La difficulté est que le problème est ici mal posé. Cet argumentation fallacieuse repose sur l’idée que l’État devrait allouer à tous les citoyens un revenu de base financé par l’impôt dans le cadre d’une redistribution verticale. En réalité il s’agit de substituer à cette redistribution par l’État une redistribution horizontale fondée sur le principe de solidarité universelle où chacun reçoit ce revenu de base et en même temps contribue en fonction de ses moyens en revenus et patrimoine.

Redistribution verticale: l’État tente de redistribuer ce qui mal distribué.

Après quarante années de politique économique libérale, les trous dans la raquette de la distribution de la richesse par la rémunération du travail sont de plus en plus nombreux. Pour tenter de venir en aide à toutes les victimes de ce système économique, l’État et les collectivités locales, par l’impôt, financent des minima sociaux( RSA, ASPA), des aides aux familles, des aides au travail pour le salarié (prime d’activité) et pour l’employeur (CICE, réduction Fillon). Aujourd’hui il existe plus de 50 aides non-contributives différentes, ciblées qui absorbent plus de 100 milliards d’euros, soit largement le montant de l’impôt sur le revenu payé par moins de la moitié des foyers fiscaux et de ce qui reste de l’ISF rebaptisé IFI.

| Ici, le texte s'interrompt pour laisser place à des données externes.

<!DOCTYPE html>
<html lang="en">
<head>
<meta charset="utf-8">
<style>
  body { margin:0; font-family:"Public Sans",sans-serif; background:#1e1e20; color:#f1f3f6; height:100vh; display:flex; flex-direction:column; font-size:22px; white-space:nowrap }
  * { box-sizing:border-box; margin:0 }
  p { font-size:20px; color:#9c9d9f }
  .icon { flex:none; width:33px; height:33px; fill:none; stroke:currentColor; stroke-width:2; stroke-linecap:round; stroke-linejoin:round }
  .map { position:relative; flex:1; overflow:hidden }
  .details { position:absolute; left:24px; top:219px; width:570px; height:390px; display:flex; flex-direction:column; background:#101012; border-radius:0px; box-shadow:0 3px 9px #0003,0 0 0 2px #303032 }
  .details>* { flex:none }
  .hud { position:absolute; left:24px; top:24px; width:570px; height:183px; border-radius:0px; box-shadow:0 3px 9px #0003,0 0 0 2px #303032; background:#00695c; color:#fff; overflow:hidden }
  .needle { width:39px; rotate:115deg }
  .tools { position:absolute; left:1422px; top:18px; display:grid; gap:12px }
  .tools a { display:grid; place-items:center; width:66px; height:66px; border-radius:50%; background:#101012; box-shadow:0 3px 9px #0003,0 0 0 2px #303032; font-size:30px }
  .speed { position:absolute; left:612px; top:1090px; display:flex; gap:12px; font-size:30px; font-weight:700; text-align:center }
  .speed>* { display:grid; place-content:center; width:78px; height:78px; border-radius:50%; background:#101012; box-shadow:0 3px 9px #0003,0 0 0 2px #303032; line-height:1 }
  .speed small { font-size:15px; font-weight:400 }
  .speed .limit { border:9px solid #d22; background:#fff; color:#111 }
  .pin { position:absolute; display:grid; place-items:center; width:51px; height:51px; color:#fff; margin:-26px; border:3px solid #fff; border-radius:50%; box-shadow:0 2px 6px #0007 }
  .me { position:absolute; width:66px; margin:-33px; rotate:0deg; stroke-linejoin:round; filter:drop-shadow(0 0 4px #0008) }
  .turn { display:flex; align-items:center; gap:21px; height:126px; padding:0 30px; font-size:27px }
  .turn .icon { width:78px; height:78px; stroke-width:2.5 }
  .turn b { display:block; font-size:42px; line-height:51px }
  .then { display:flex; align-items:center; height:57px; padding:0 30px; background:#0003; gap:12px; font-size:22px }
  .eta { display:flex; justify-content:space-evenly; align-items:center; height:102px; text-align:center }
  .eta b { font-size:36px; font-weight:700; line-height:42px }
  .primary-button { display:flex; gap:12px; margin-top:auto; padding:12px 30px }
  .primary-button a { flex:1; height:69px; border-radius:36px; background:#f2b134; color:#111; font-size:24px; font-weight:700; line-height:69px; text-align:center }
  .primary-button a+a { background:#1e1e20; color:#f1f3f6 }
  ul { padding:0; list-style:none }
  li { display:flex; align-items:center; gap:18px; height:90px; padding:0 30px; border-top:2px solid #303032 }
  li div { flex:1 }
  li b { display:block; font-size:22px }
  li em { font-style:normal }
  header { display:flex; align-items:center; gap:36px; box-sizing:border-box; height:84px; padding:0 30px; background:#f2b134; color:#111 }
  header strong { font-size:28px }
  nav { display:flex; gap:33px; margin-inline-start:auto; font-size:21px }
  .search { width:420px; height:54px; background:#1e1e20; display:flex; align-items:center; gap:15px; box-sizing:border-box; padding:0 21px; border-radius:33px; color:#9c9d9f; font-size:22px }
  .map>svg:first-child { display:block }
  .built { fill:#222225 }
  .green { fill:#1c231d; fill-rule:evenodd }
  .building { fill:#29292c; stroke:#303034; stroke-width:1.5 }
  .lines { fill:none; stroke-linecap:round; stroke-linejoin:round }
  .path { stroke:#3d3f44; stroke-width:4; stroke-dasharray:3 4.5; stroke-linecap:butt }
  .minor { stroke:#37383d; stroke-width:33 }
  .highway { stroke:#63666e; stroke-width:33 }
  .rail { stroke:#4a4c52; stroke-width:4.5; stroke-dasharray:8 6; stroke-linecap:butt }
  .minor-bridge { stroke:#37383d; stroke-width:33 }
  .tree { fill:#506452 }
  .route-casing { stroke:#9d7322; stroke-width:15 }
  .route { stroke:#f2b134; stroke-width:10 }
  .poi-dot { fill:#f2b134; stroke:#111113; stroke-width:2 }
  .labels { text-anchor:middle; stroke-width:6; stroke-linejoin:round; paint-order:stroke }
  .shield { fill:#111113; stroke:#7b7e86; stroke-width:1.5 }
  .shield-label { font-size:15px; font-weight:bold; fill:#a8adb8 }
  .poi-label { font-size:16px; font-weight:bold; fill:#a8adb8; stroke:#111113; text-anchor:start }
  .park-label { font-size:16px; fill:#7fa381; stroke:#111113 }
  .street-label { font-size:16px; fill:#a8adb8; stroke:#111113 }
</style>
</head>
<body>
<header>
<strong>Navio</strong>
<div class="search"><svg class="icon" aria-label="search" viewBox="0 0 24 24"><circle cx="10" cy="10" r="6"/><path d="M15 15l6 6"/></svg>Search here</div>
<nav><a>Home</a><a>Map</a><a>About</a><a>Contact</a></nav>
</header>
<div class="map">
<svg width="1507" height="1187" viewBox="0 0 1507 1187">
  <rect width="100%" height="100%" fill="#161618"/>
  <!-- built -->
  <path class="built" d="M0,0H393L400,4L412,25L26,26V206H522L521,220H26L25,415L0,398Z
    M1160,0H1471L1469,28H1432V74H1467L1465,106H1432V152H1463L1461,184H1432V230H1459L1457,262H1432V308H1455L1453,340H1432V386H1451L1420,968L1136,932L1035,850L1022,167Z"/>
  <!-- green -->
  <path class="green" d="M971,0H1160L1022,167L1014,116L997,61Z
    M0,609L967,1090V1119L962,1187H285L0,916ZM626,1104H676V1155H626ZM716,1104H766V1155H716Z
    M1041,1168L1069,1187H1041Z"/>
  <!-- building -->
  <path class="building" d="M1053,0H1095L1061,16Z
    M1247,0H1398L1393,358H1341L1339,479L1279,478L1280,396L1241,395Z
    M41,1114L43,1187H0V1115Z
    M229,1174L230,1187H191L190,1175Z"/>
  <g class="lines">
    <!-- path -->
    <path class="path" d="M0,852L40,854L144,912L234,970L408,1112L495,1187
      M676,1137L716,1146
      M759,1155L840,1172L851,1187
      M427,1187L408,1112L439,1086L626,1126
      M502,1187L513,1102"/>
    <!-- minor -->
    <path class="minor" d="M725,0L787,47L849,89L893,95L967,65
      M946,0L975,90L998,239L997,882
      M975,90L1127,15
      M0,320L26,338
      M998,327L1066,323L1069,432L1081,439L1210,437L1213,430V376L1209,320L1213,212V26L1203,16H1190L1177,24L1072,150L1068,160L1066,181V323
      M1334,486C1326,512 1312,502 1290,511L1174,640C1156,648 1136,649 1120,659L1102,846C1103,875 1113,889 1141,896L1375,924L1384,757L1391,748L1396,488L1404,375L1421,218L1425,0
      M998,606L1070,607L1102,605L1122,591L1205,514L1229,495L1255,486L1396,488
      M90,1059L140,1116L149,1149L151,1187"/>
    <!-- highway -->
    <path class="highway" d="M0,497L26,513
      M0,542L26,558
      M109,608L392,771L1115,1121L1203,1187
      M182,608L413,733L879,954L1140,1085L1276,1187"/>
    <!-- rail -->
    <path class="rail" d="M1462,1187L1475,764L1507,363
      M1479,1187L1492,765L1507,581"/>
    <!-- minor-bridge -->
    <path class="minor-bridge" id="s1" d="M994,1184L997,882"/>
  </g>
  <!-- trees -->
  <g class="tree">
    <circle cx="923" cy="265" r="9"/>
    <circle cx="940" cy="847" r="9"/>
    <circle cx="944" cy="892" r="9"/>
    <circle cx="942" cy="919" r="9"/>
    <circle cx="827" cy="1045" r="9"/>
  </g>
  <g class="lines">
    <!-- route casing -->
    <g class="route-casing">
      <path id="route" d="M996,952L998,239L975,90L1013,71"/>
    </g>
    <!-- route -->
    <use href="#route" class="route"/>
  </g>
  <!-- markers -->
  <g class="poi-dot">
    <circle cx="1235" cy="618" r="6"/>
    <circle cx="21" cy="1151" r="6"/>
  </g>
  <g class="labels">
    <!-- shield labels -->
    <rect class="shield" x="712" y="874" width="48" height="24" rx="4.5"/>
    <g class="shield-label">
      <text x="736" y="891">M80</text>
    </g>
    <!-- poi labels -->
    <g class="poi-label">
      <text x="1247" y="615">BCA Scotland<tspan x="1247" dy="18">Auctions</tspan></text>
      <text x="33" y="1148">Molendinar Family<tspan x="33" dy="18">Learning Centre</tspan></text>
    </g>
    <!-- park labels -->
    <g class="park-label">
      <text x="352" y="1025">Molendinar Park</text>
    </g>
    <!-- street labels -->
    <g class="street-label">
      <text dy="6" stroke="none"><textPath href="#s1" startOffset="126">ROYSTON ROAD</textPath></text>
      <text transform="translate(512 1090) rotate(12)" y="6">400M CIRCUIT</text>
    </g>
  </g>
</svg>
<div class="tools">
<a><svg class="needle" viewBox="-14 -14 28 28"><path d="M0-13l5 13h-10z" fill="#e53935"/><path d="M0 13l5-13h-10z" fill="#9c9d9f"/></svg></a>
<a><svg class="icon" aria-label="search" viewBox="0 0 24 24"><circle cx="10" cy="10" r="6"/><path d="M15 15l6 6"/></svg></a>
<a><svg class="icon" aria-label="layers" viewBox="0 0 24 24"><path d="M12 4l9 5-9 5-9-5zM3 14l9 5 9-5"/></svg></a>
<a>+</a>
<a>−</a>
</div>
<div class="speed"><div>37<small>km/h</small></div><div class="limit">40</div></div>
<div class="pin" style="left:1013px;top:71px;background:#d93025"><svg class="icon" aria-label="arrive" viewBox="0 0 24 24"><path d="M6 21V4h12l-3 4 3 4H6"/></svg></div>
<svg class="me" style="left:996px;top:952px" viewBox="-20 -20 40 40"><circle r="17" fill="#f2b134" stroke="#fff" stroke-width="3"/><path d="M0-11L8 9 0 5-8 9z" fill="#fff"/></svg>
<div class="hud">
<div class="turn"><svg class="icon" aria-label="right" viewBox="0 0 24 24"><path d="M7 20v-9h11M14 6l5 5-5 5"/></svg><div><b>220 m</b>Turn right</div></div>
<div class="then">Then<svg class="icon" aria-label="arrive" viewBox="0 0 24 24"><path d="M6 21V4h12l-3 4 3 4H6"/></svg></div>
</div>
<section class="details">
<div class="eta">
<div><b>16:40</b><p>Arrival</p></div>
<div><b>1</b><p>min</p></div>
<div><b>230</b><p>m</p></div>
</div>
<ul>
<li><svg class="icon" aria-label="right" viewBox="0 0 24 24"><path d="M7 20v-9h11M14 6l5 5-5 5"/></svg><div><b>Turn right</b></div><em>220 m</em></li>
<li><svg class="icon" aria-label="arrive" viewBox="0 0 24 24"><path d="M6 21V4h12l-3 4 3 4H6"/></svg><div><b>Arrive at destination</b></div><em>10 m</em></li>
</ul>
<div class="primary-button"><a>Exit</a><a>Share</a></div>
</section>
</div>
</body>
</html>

Cette redistribution curative, à postériori, conditionnée, stigmatisante, familiarisée ne réussit pas à s’attaquer aux causes de la pauvreté et laisse autour de 10 millions de personnes sous le seuil de pauvreté dont plus de 2 millions de travailleurs. Par la complexité des procédures, de nombreux allocataires ne perçoivent pas ce à quoi ils ont droit. Lorsque les aides diminuent ou disparaissent quand les revenus d’activité augmentent ces « aides sociales  » constituent aussi une véritable trappe à l’inactivité et à l’assignation à résidence. Enfin et surtout elle divise la société en sous citoyens, les ayants-droits d’un côté, condamnés à vivre de la charité publique, et les contributeurs de l’autre, pendant qu’une minorité fait sécession à coup d’optimisation fiscale, ce qui induit amertume, ressentiment, méfiance et repli sur soi. D’une république unie et indivisible on passe progressivement à une république fragmentée façon puzzle.

Le système des aides sociales, c’est le moyen de faire taire les classes laborieuses qui prennent de plein fouet les ravages du capitalisme mondialisé.  C’est ce qu’écrivait déjà en 1907, Simmel, philosophe et sociologue allemand. [1]

Que faire ? Beaucoup d’organisations d’entraide et de solidarité réclament un revenu minimum garanti pour les plus démunis. C’est une première étape urgente, nécessaire mais il faut être plus ambitieux. Car un système qui n’aide que les pauvres creuse encore l’écart qui les sépare du reste de la société. Une politique pour les pauvres est une pauvre politique observe Richard Titmuss, théoricien de l’État social britannique. 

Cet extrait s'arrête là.